Conservation authorities, however, have warned that the fragile artwork may be unsafe to transport if the request is approved.
The Basque government formally asked Spain’s Culture Ministry to authorize a temporary loan of the painting between October 2026 and June 2027, according to Catalan-language newspaper Ara. The proposed exhibition would coincide with the 90th anniversary of the April 26, 1937 bombing of Guernica, a Basque city destroyed by Nazi German and Italian Fascist air forces during the Spanish Civil War.

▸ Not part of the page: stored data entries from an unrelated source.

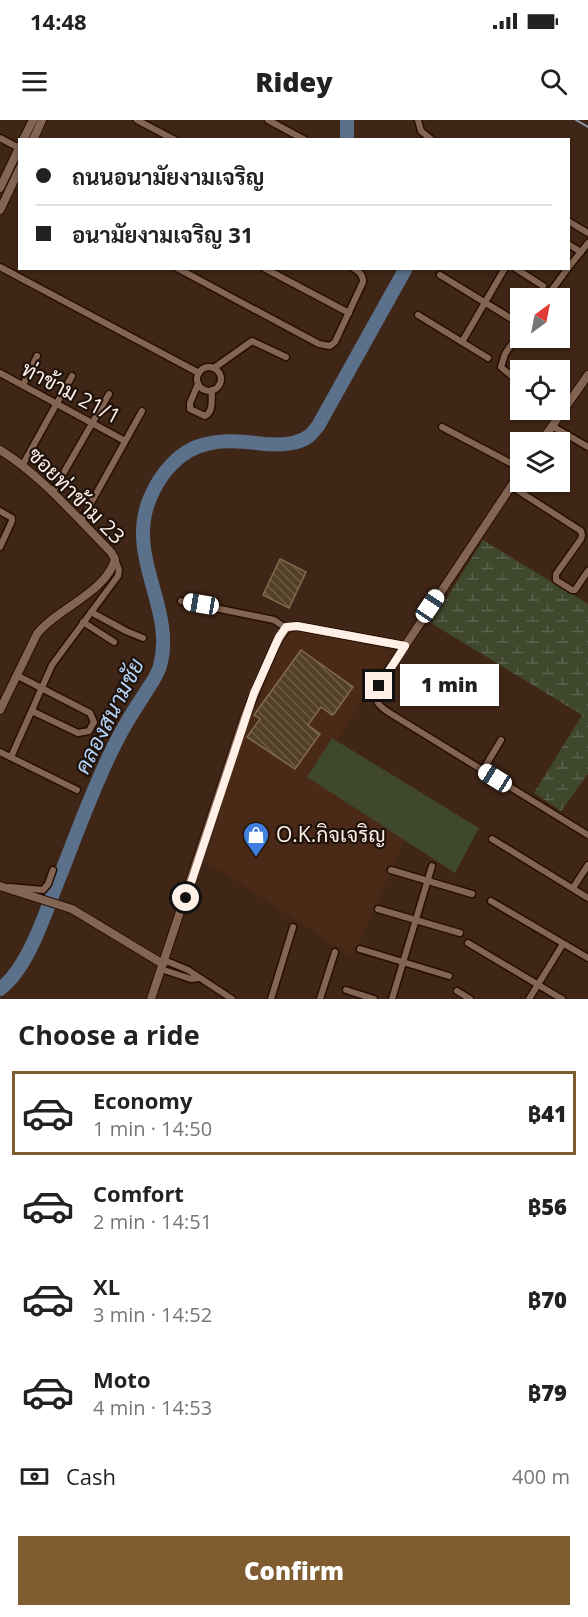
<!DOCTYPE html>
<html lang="en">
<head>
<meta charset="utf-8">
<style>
  body { margin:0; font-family:"Open Sans",Sarabun,sans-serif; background:#f6f6f6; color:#222; height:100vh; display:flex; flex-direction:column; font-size:22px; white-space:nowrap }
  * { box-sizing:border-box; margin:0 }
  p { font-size:20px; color:#767676 }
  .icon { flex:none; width:33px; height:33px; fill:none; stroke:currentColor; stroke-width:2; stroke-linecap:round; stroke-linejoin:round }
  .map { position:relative; height:879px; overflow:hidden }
  .panel { display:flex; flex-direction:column; background:#fff; flex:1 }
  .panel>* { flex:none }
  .banner { position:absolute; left:18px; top:18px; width:552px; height:132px; border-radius:0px; box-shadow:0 2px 4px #0004; display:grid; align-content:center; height:132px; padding:0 18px; background:#fff }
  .needle { width:39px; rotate:32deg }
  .controls { position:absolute; left:510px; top:168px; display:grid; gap:12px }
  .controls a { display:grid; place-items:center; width:60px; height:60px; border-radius:0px; background:#fff; box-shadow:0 2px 4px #0004; font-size:30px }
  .end { position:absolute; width:27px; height:27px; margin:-14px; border:8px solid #feefe7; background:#111; box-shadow:0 0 0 3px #111 }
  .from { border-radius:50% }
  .bubble { position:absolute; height:42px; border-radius:0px; background:#fff; box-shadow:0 2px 4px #0004; font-size:20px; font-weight:800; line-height:42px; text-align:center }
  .car { position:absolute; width:18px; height:36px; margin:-18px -9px; border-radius:8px; box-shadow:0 0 4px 2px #0007; background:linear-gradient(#fff 24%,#345 0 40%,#fff 0 76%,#345 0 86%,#fff 0) }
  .banner b { display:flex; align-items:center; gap:21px; height:57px; font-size:22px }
  .banner b+b { border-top:2px solid #e0e0e0 }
  .banner i { width:15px; height:15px; background:#222 }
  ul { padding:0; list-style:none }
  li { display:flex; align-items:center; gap:18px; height:84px; margin:0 12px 9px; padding:0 6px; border:3px solid transparent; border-radius:0px }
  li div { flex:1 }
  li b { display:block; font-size:22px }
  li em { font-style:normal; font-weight:800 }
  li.on { border-color:#805d30 }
  li>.icon { width:54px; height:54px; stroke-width:1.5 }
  h2 { padding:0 18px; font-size:27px; line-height:72px }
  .pay { display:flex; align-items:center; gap:15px; height:66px; padding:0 18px; font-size:22px }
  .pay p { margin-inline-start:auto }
  .primary-button { display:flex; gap:12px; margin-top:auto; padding:12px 18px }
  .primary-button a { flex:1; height:69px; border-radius:0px; background:#805d30; color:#fff; font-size:24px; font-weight:800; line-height:69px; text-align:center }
  .status { display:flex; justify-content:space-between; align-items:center; height:42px; padding:0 30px; background:#fff; direction:ltr }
  .status svg { height:16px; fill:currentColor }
  header { display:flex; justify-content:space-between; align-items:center; height:78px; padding:0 18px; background:#fff; font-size:27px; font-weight:800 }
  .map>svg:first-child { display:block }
  .built { fill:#4a2916 }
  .grass { fill:#3f472c }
  .wetland { fill:url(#wetland-marsh) }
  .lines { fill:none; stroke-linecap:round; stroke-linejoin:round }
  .stream { stroke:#8c96a6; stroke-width:2 }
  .river { stroke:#5b708a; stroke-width:14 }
  .building { fill:url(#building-back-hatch); stroke:#826c51; stroke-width:1.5 }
  .minor-casing { stroke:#260e01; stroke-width:9 }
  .tertiary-casing { stroke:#260e01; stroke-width:10 }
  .minor { stroke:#846554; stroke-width:6 }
  .tertiary { stroke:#846554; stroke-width:8 }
  .route { stroke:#feefe7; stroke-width:8 }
  .labels { text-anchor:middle; stroke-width:4.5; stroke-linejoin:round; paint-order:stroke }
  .street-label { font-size:21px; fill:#feefe7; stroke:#1e120b }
  .poi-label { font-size:21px; fill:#feefe7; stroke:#1e120b; text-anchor:start }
  .water-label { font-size:22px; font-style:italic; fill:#b5d4f9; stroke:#1e120b }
</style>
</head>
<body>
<div class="status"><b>14:48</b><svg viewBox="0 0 49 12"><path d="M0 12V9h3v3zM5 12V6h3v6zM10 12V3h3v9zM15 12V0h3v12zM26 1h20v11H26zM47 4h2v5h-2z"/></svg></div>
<header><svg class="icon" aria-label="menu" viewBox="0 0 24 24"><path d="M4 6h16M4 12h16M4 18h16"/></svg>Ridey<svg class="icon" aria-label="search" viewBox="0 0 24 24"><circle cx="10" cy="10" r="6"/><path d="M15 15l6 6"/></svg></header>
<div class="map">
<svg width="588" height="879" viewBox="0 0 588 879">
  <defs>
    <pattern id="wetland-marsh" width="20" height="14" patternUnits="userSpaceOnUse" patternTransform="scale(1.5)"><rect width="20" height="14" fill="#3f472c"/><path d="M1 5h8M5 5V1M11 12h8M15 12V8" fill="none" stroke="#5c624b"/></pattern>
    <pattern id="building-back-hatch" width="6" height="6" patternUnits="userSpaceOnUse" patternTransform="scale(1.5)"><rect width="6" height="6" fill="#544026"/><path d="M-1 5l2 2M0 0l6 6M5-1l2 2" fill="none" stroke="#6e5c46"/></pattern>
  </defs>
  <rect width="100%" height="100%" fill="#402616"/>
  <polygon class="built" points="292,511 306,511 393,531 337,621 333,618 307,657 405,719 353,837 205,741 242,617 284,521"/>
  <polygon class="grass" points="332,618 479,708 455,753 307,657"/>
  <polygon class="wetland" points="483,420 588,484 588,654 561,691 534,673 582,595 431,503"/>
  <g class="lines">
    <polyline class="stream" points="576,0 588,7"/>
    <g class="river">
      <polyline points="347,0 347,20"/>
      <path d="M0,869C26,850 43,800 54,771C74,722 91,671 115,624C123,608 132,593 142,578C148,568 157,557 160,546C176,488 125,437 150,378C160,354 180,329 207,324C225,319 246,322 265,324C279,325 298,325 309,316C312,314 315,309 318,306L406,148"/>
    </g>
  </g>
  <g class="building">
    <polygon points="280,439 306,452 289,488 263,475"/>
    <polygon points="301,530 353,567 334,594 332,595 321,587 308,605 320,614 295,649 247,617 260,599 254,595"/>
  </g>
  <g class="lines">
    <g class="minor-casing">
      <g id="minor">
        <polyline points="137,0 175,20"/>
        <polyline points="268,0 305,20"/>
        <polyline points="418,0 421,11 432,20"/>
        <polyline points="0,18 19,28"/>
        <polyline points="568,101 588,113"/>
        <polyline points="568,124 581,132"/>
        <polyline points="0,147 199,253"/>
        <path d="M177,148L319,224L330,226L335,222L363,162C363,154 359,152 353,148"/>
        <polyline points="264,148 349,193"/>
        <polyline points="515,148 543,166"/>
        <polyline points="568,148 588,123"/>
        <polyline points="440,155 520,204"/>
        <polyline points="546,178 568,148"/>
        <polyline points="418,195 488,238"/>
        <polyline points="520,212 505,234 501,247 520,263"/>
        <polyline points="462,222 505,148"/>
        <circle cx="209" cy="259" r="12"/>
        <polyline points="214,248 252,221 286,237"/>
        <polyline points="0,253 125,321"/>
        <path d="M198,264L190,283V289L205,296C214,291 211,280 212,270"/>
        <polyline points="23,265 37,236"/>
        <polyline points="552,306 588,327"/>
        <polyline points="442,307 520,348"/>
        <polyline points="22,346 72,256"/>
        <polyline points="511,366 581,411 582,415 581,419 556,454 556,460 572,470 575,470 588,451"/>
        <polyline points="52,373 109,274"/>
        <polyline points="0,391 12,398 12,401 0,427"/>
        <polyline points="81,401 142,291"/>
        <polyline points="181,481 274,500 286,508"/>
        <polyline points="91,492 126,511 143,518"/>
        <polyline points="83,502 114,522"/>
        <path d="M405,526C398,537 371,570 378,583C381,588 388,592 393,595L588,715"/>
        <polyline points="16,555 90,593 94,602 89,611 78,613 32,591"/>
        <polyline points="0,632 77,670"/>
        <polyline points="11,637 52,545 118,456 119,450 115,439"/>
        <polyline points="483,650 501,620"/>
        <polyline points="492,719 588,778"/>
        <polyline points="391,750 472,774"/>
        <polyline points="10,767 43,770 48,764 53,750"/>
        <polyline points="573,768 588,745"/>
        <polyline points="491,781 588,838"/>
        <polyline points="378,789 460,813"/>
        <polyline points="468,823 562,879"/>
        <polyline points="360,829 449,856"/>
        <polyline points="164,840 188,850 232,879"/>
        <polyline points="161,849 191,859 198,858"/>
        <polyline points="346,870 374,879"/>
        <polyline points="457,871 470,879"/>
        <polyline points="271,879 293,807"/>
        <polyline points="320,879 335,832"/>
        <polyline points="392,879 432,746"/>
        <polyline points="529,879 563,824"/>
      </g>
    </g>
    <g class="tertiary-casing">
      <g id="tertiary">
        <polyline points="23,20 33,0"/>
        <polyline points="33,20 42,0"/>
        <polyline points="0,68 20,26"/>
        <polyline points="0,90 20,48"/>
        <polyline points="541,322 588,255"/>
        <path d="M0,330C41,355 77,398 111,432L115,439C107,472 56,489 37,514L0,590"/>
        <polyline points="0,766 72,789 163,844"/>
        <polyline points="151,879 245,596 275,525 286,508 297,506 405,526 520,353"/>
      </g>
    </g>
    <use href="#minor" class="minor"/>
    <use href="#tertiary" class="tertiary"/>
  </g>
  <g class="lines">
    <polyline class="route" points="186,778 254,573 279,517 286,507 297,506 405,526 379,566"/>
  </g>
  <defs>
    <g id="shop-pin" transform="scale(1.35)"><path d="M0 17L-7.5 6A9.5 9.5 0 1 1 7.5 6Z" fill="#3f7fe0" stroke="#1e120b"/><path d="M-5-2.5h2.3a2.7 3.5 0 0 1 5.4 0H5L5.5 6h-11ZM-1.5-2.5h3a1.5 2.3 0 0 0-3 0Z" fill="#fff"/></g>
  </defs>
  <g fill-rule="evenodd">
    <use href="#shop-pin" x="256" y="715"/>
  </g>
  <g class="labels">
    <g class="street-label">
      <text transform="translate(71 273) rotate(28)" y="7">ท่าข้าม 21/1</text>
      <text transform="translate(76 376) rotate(45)" y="7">ซอยท่าข้าม 23</text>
    </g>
    <g class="poi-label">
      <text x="276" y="722">O.K.กิจเจริญ</text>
    </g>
    <g class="water-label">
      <text transform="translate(109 596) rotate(-63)" y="8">คลองสนามชัย</text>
    </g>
  </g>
</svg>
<div class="controls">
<a><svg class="needle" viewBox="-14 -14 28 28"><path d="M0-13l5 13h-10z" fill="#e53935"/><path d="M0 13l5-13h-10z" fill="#767676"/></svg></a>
<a><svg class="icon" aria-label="locate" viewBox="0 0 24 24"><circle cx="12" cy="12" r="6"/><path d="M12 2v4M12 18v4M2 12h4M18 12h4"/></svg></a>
<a><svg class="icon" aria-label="layers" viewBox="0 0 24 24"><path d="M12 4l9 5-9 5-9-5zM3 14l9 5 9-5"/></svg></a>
</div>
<i class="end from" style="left:186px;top:778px"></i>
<i class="end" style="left:379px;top:566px"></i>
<div class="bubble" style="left:400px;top:544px;width:99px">1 min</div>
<i class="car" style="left:201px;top:484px;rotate:280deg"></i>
<i class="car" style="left:430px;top:486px;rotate:34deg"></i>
<i class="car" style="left:495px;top:658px;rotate:302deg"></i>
<div class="banner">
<b><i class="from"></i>ถนนอนามัยงามเจริญ</b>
<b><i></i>อนามัยงามเจริญ 31</b>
</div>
</div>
<section class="panel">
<h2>Choose a ride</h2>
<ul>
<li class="on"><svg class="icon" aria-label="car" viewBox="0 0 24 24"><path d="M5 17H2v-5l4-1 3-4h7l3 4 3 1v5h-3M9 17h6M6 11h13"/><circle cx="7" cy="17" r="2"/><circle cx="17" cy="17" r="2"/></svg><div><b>Economy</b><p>1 min · 14:50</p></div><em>฿41</em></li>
<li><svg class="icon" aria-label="car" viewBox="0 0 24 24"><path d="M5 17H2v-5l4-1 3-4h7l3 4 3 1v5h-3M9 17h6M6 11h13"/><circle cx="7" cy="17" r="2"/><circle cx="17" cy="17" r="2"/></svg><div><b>Comfort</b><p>2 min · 14:51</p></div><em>฿56</em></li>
<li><svg class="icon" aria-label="car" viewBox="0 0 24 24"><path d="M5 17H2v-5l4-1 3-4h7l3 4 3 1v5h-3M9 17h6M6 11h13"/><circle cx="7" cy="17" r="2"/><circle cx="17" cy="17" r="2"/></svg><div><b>XL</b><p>3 min · 14:52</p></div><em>฿70</em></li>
<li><svg class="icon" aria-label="car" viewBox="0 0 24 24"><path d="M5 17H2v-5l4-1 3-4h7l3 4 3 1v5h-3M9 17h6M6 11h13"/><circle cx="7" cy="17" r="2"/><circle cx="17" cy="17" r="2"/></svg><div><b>Moto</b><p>4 min · 14:53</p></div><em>฿79</em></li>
</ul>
<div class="pay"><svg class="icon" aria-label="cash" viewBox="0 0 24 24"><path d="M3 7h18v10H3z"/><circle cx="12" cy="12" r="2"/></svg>Cash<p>400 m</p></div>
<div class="primary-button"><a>Confirm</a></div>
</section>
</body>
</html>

Imanol Pradales, Lehendakari of the Basque Country in northern Spain, described the proposed loan as "a formula for symbolic reparation and historical memory" for the Basque people. He also said the transfer would serve as a "message to the world" about "what war entails and the atrocity that derives from dictatorship," according to Ara.
The Basque government has previously requested the transfer several times, including during the opening of the Guggenheim Museum Bilbao in 1997 and for other commemorative anniversaries. Barcelona also sought to host the painting in 1992, but none of those requests were approved.
Painted in Paris in 1937 over five to six weeks, the large-scale canvas debuted at the 1937 World’s Fair before touring Europe and the US.
The painting was transferred to the Museum of Modern Art in New York in 1939, with Pablo Picasso stipulating that it should return to Spain only after democracy was restored. Following the end of Francisco Franco’s dictatorship in 1975, the artwork returned to Spain in 1981, first displayed at the Prado Museum in Madrid before moving to Museo Reina Sofia in 1992.
Museo Reina Sofia recently issued a conservation report that "strongly discouraged" any transfer, citing the painting’s fragility. In response, the Basque government proposed forming a joint commission to assess feasibility and costs.
The request has gained political significance amid Spain’s current coalition dynamics. According to British daily The Times, Prime Minister Pedro Sanchez leads a minority government supported by two Basque nationalist parties that raised the issue. Pradales warned that rejecting the request would be "a grave political error."
Sanchez has not made a final decision, and discussions with Spain’s Culture Ministry are expected to continue after the Easter holiday.